BPM users are familiar with the process lifecycle. It starts with process modeling. Business analysts document the as-is process, and analyze its shortcomings – handoff inefficiencies, exception handling, inconsistent application of policies and rules. From the model they can define KPIs for the process and estimate their value using simulation analysis. Then they model proposed process improvements, and project the expected benefit using simulation, before committing resources to the implementation.
The next step in the standard lifecycle is process design. Unlike traditional software development, the model is not just a business requirements document; it generates implementation artifacts that are completed by developers in the process design environment. The completed design is then deployed to a process engine, which automates the process implementation – routes tasks to human participants, executes business rules, and invokes services on remote business systems. And as each activity completes, the engine is continuously generating events representing snapshots of instance data.
Next, the BPM suite’s BAM component that uses that data to compute instance-level performance in real time, and then aggregates those metrics into process-level KPIs – counts and means, volume and velocity – including user-defined business measures. The KPIs are displayed graphically in management dashboards, and BAM continuously monitors them with rules – again, user-defined – that trigger alerts or even automated escalation actions if the KPIs drift out of their target range.

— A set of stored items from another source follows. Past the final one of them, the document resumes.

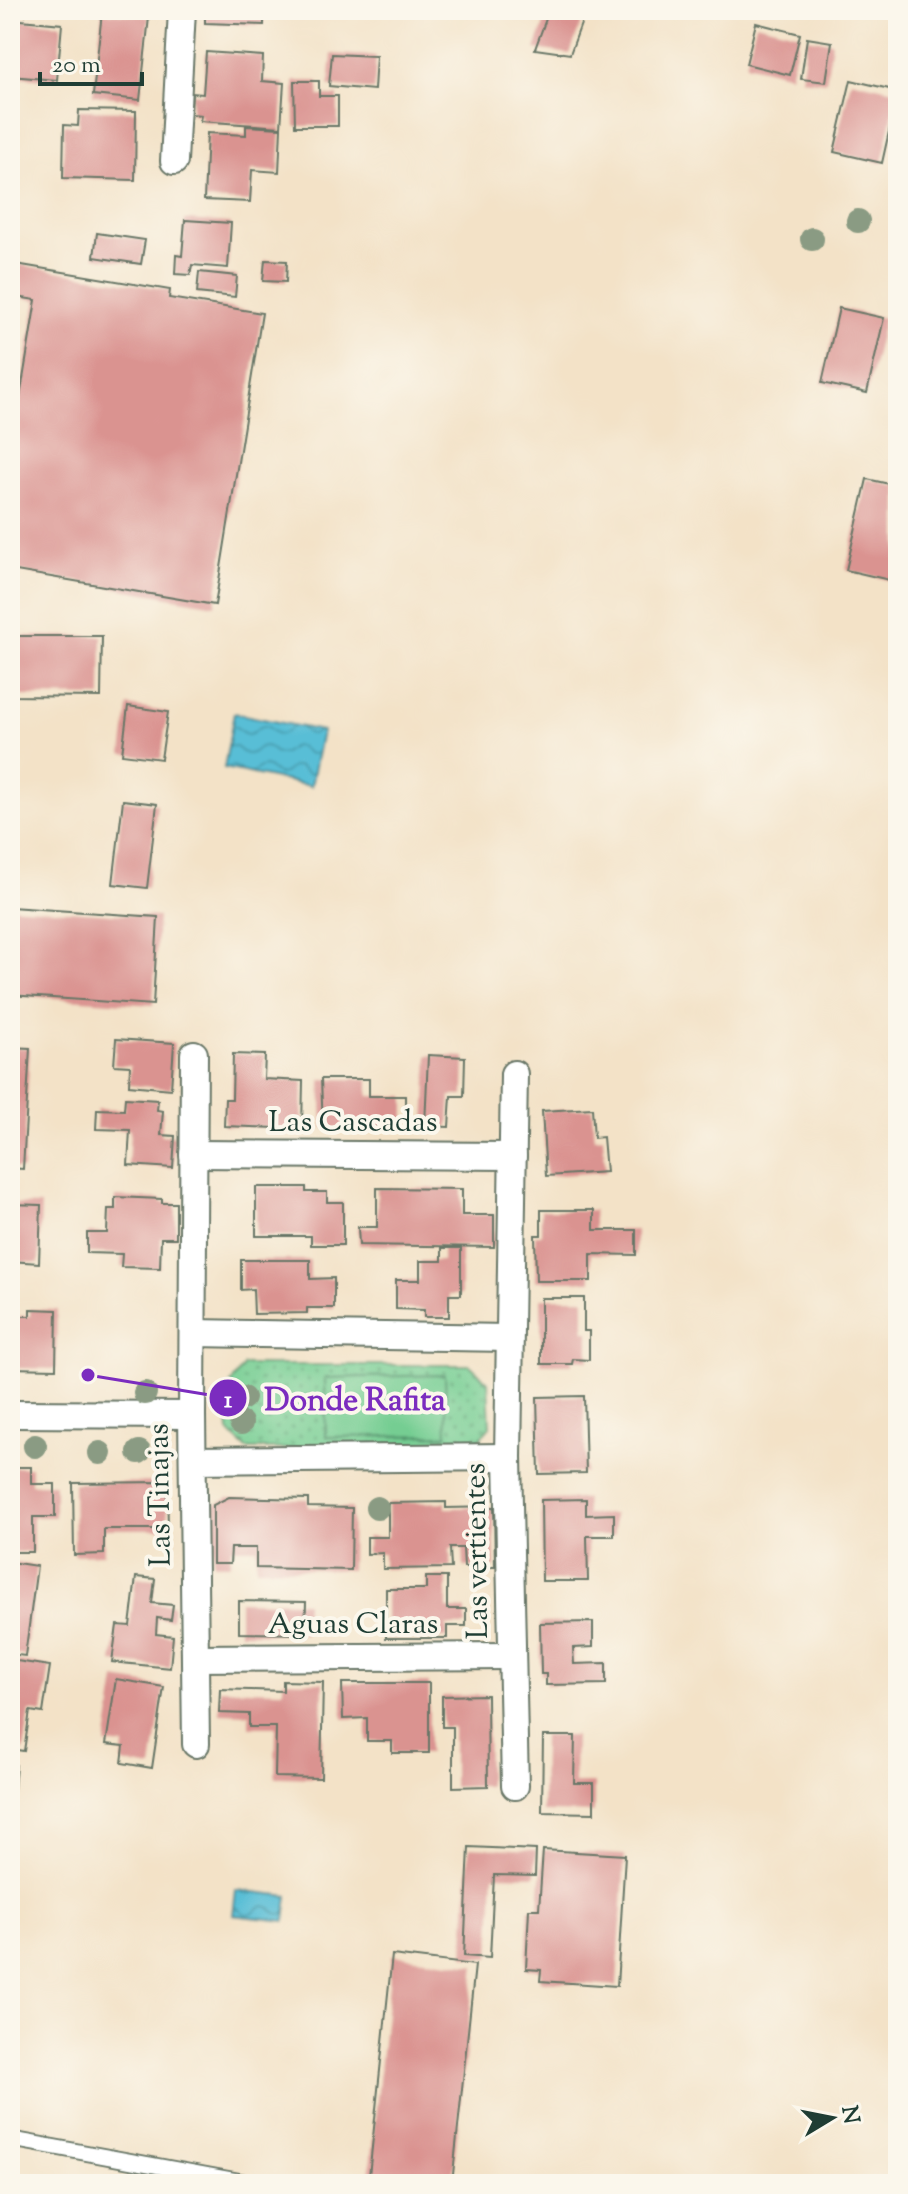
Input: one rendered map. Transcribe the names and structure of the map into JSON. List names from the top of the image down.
{
  "streets": {
    "street": [
      "Las Cascadas",
      "Las Tinajas",
      "Las vertientes",
      "Aguas Claras"
    ]
  },
  "crossings": [
    ["Las Cascadas", "Las Tinajas"],
    ["Las Cascadas", "Las vertientes"],
    ["Las Tinajas", "Aguas Claras"],
    ["Las vertientes", "Aguas Claras"]
  ],
  "places": ["Donde Rafita"],
  "scale_bar": "20 m",
  "north": "right"
}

BAM lets users take corrective action quickly, and provides actual data that can be used to iteratively improve process performance with another round of modeling and design.

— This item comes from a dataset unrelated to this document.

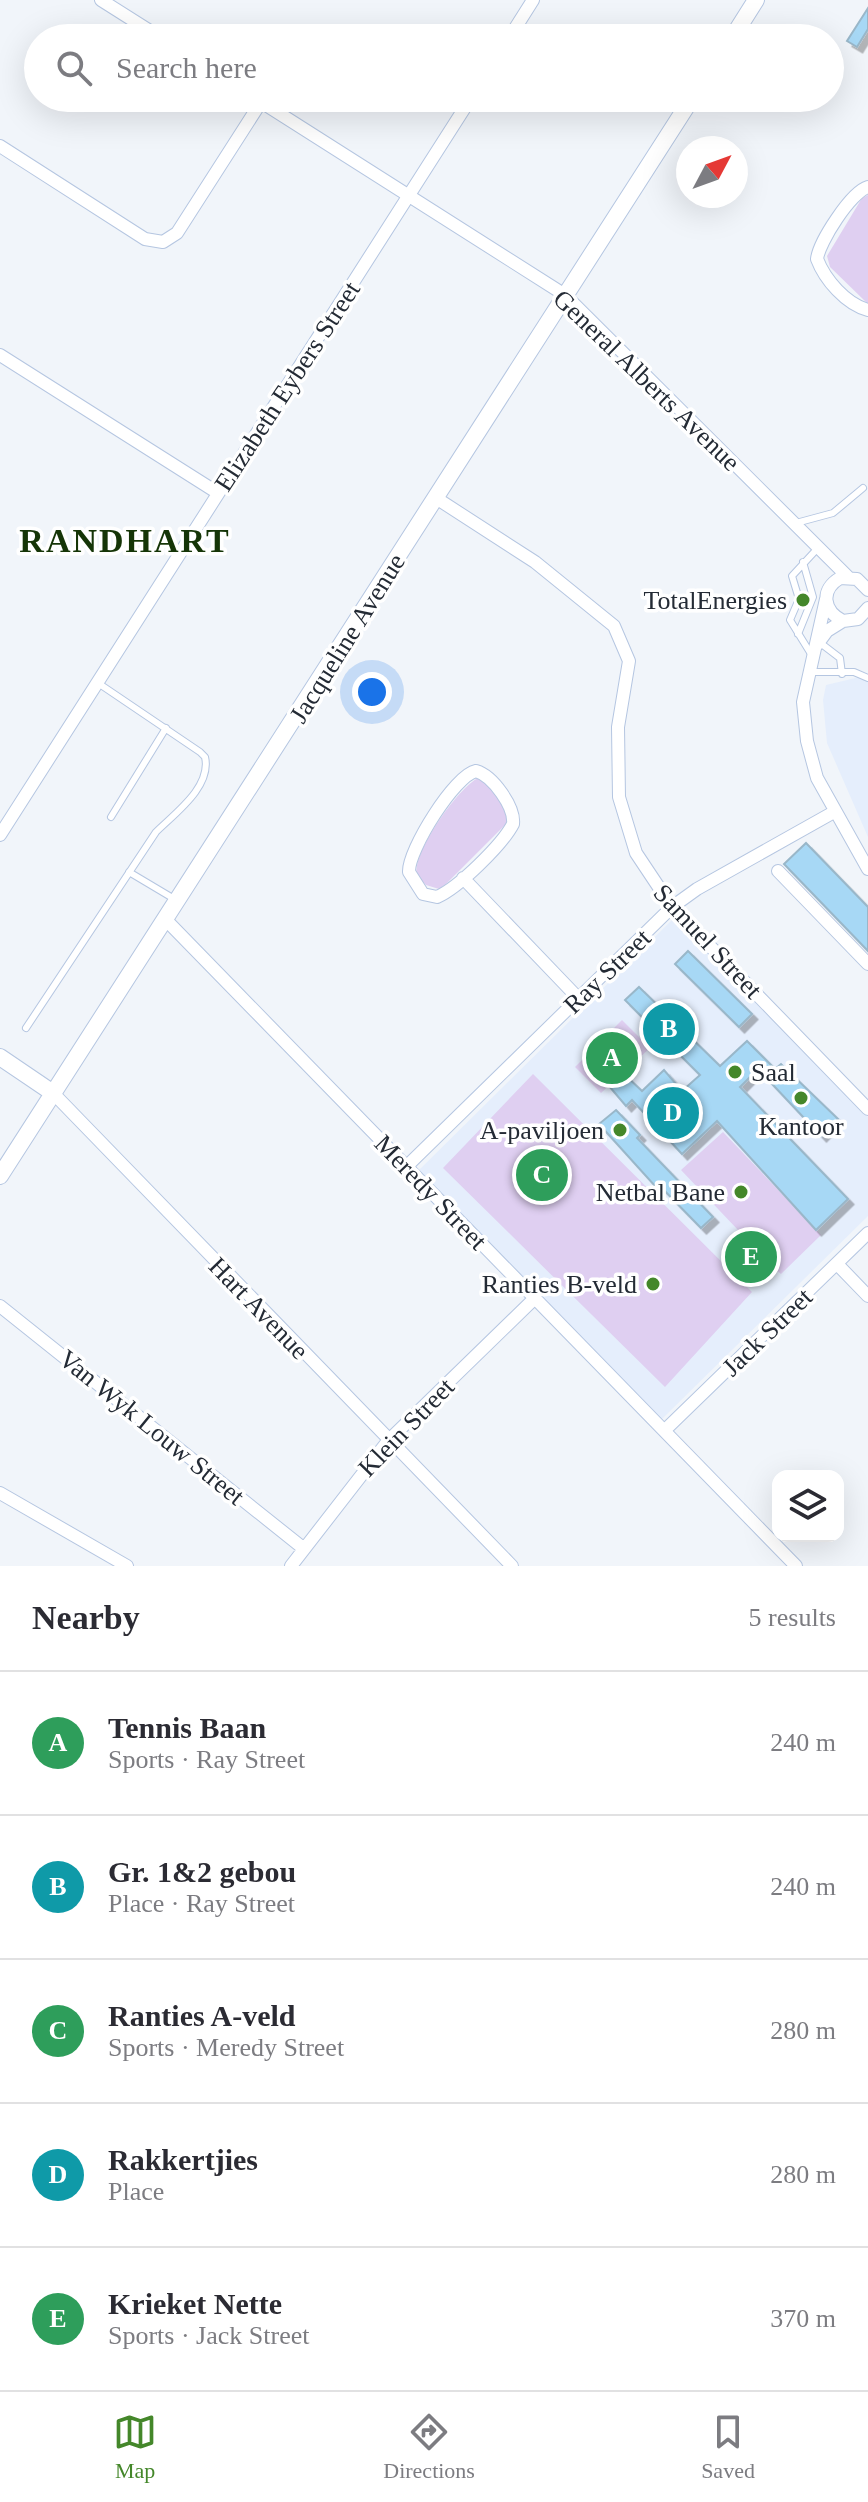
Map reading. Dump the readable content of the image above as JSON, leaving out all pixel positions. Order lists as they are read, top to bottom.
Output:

At least that’s the way it’s supposed to work.
But for many shops, particularly in large enterprises, the prospect of modeling their processes end-to-end is just too high a mountain to climb. Which processes? There are hundreds. Which one offers the biggest potential return from BPM? User-defined metrics and rules? How would you even know where to start? If you need to model everything first to get going… well, as they say in Maine, you just can’t get there from here.
Recently I’ve begun hearing from BPMS vendors about an alternative BPM lifecycle that provides an easier path for such companies: Measure the existing process first, and then model after that. When I first heard about this, it made no sense. How can you generate and analyze process metrics if you don’t have an executable process design? And with most BPMS offerings, you probably can’t. But others, notably webMethods and Lombardi, let you instrument process activities in your current as-is process – without executing anything on the BPMS process engine – and capture process metrics end-to-end.
For some companies who have taken this path to BPM, the results of that initial measurement are a revelation. They’ve never before had the ability to track cycle times, costs, or errors at the end-to-end process level, since each backend system involved only sees its own little piece of the process. Once they have the performance data, they suddenly have a basis for discussion. Is the baseline performance good enough? What is the cause of the outlying data points? Are these problems that need to be addressed. From the measurement, these organizations are able to focus on specific processes and specific performance improvement goals. From there, the mountain of modeling seems much more climbable.
If your existing processes are largely automated but still out of control, measure-then-model might be the best way for your company to break into the BPM lifecycle.